Exercise: Report the number of lines in the records below that contain the word "compass", and nothing more.

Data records

------

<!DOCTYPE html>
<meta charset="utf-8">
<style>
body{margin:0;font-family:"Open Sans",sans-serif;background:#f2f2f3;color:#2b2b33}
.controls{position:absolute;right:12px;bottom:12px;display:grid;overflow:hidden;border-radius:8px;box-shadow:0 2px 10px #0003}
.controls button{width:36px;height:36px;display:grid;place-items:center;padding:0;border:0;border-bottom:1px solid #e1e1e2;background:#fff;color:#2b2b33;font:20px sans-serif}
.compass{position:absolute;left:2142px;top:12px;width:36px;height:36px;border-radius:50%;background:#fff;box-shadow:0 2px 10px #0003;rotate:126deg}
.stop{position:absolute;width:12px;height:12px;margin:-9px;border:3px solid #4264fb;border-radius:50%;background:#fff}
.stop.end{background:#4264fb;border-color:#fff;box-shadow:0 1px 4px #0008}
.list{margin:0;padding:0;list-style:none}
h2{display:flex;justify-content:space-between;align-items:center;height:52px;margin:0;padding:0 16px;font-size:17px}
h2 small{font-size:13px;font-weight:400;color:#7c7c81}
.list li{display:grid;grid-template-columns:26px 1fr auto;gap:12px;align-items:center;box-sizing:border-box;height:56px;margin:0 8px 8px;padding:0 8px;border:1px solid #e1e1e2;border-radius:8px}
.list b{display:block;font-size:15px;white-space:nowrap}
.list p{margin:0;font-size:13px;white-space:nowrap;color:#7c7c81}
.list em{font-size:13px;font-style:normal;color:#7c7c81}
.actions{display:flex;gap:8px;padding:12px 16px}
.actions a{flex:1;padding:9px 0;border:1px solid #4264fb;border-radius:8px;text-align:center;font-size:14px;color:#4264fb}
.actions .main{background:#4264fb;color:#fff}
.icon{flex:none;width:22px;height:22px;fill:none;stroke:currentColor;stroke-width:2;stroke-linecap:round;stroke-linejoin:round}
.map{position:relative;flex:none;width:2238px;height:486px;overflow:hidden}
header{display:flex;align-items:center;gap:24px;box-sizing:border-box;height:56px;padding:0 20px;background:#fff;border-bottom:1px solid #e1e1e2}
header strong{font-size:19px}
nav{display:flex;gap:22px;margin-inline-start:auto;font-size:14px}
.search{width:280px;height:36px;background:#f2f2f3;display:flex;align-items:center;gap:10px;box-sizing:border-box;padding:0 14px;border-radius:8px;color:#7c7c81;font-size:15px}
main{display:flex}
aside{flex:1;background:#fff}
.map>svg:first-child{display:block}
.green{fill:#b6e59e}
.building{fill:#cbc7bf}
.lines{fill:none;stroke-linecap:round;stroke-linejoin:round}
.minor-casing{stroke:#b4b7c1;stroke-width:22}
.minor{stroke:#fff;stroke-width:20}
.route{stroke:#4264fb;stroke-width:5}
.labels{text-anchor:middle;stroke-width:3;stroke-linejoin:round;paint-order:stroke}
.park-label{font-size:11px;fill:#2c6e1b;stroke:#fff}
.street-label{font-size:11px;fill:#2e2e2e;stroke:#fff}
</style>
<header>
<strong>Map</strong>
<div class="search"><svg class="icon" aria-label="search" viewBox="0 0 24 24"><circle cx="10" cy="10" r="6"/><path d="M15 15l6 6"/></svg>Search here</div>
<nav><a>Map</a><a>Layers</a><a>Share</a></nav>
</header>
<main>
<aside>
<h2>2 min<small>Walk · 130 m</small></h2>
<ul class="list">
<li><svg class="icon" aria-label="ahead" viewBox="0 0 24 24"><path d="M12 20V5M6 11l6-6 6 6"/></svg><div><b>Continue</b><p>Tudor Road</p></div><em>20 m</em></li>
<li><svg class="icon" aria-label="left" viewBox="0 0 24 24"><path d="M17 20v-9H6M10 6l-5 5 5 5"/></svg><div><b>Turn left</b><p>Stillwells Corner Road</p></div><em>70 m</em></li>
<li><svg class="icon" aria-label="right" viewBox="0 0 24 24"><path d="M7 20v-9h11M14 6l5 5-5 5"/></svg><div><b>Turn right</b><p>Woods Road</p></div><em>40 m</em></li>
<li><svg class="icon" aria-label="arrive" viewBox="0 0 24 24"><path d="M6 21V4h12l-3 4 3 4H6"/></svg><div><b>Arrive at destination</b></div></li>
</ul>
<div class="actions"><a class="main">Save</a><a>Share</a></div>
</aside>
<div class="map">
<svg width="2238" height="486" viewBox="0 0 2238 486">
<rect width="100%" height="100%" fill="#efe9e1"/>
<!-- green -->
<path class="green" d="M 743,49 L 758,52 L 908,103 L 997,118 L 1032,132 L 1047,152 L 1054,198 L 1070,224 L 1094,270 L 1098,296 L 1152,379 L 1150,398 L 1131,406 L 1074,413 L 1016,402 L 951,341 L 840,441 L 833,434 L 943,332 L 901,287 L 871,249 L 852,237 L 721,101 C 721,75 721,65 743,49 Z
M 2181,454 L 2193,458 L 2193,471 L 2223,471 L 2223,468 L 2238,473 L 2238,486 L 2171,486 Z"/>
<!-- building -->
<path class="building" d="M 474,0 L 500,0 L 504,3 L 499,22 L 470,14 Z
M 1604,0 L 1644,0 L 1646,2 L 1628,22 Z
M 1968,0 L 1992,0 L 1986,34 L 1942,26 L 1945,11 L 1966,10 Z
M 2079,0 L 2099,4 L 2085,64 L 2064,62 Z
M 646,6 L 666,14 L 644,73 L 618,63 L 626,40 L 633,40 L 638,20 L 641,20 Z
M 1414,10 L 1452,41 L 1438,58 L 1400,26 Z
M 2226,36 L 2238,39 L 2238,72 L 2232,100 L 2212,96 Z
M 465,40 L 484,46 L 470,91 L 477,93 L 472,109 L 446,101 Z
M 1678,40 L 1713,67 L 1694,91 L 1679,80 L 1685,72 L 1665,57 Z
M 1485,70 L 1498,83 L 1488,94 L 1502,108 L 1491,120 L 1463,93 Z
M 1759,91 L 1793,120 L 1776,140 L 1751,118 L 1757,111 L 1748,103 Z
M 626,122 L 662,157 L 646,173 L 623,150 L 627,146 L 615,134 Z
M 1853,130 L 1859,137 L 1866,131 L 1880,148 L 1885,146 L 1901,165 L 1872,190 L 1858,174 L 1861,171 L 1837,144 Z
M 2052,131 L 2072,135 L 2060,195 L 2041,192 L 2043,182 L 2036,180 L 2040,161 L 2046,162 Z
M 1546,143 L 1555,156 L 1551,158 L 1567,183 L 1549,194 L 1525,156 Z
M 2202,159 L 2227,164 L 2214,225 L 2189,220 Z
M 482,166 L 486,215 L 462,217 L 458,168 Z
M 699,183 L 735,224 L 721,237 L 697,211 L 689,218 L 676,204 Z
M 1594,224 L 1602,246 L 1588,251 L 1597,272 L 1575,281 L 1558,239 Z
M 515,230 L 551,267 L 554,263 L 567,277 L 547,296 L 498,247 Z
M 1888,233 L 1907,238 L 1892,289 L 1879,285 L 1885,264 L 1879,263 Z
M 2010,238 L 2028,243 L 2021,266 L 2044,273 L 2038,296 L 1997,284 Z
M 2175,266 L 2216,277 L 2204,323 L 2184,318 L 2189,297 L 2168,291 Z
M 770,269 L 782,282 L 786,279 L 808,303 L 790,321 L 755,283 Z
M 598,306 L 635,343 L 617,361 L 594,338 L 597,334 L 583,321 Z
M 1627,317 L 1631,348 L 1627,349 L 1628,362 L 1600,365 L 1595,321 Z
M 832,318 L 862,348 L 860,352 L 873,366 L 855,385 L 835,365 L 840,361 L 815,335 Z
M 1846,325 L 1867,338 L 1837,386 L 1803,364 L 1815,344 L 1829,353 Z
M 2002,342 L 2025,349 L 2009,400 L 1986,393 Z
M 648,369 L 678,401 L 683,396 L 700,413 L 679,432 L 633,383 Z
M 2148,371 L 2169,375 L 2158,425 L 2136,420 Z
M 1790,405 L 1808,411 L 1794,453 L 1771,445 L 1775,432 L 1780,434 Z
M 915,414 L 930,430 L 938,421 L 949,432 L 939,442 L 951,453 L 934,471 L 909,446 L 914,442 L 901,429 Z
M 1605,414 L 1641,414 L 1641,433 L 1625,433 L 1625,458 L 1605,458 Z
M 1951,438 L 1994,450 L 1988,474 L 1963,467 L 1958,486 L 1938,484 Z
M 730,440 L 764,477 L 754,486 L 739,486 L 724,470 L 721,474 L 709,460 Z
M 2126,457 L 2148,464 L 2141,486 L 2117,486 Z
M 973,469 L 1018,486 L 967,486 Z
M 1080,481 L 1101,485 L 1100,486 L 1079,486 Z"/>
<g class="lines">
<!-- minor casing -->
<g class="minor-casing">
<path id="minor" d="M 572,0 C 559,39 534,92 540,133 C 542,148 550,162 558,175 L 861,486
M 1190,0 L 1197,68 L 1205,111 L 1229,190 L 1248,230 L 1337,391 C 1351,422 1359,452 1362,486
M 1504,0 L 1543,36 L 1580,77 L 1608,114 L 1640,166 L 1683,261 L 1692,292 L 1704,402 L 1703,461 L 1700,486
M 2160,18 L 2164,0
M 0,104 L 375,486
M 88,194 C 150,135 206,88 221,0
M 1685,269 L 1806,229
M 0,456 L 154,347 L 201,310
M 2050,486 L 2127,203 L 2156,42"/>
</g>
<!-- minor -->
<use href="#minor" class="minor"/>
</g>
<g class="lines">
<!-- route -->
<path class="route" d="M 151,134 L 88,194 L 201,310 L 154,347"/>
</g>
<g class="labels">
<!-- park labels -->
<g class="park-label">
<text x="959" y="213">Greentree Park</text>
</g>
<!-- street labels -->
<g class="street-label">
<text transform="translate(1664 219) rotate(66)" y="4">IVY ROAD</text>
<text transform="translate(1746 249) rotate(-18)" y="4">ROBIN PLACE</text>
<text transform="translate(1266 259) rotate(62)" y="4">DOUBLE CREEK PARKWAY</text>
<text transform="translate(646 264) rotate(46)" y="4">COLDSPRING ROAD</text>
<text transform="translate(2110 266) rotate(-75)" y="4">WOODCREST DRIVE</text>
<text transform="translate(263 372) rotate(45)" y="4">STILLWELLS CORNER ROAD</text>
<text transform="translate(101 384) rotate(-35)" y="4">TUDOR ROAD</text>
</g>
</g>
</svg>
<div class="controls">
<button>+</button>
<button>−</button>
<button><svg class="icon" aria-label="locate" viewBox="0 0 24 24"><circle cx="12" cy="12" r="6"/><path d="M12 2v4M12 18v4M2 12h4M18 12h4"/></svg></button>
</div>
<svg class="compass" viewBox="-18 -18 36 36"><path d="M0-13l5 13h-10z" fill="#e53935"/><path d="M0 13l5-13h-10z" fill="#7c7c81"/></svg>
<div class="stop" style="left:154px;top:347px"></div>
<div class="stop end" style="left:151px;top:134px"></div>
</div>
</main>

------

Task answer: 2